Failure to Meet Minimum Nursing Care Hours
Penalty
Summary
The facility failed to provide the required minimum of 3.2 hours of direct resident care per resident per day over a 24-hour period on three specific days during the review period. Review of nursing staffing documents showed that on these dates, the provided hours of care per patient day (PPD) were 3.16, 3.19, and 3.17, all below the regulatory minimum. This deficiency was confirmed by the Nursing Home Administrator during an interview, who acknowledged that the facility did not meet the mandated staffing levels on the identified dates.
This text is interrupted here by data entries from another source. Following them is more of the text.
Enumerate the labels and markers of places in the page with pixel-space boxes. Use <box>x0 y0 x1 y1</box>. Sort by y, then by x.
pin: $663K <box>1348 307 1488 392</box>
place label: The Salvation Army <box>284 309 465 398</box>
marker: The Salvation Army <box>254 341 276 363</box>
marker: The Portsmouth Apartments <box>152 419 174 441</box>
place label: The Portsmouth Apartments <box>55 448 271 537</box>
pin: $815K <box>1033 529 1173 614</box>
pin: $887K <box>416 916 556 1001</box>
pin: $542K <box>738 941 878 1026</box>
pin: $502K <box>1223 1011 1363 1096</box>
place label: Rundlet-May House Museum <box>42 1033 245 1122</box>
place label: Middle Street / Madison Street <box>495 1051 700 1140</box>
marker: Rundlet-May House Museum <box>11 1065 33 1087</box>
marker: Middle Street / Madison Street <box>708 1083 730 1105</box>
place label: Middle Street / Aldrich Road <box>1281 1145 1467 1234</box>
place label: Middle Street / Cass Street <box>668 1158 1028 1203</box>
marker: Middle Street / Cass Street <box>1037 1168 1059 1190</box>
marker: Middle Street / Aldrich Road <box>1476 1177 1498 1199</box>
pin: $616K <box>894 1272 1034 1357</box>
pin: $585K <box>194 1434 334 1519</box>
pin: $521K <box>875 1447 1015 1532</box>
No additional information regarding the medical history or condition of specific residents was provided in the report.
Plan Of Correction
The facility will provide staff to ensure the needs of residents are met. The facility will produce a daily schedule to at least meet the required 3.2 minimum general nursing care per patient day hour requirement. The Director of Nursing or designee will provide re-education on minimum general nursing care staffing hours to Registered Nurse Supervisors and Human Resources/Scheduling who are responsible to maintain adequate general nursing care staffing hours. The Director of Nursing or designee will educate HR/Scheduler and RN supervisors of protocols for replacing staff related to call offs, including mandating staff when replacement staff are unable to be found. The Director of Nursing or designee will meet 5 days per week for 4 weeks to audit the daily deployment sheet for accuracy to ensure the daily schedule meets minimum general nursing care staffing PPD. The Director of Nursing or designee will audit the hours worked to ensure that the minimum number of general nursing care staff hours have been met using the Department of Health staffing grid for 4 weeks. The Director of Nursing or designee will audit weekly that protocols were followed when a call off occurred. This includes asking staff to stay, posting need, posting need with agencies, offering bonus, and mandating when needed. The results of these audits will be reviewed at Quality Assurance and Process Improvement meetings until substantial compliance is achieved.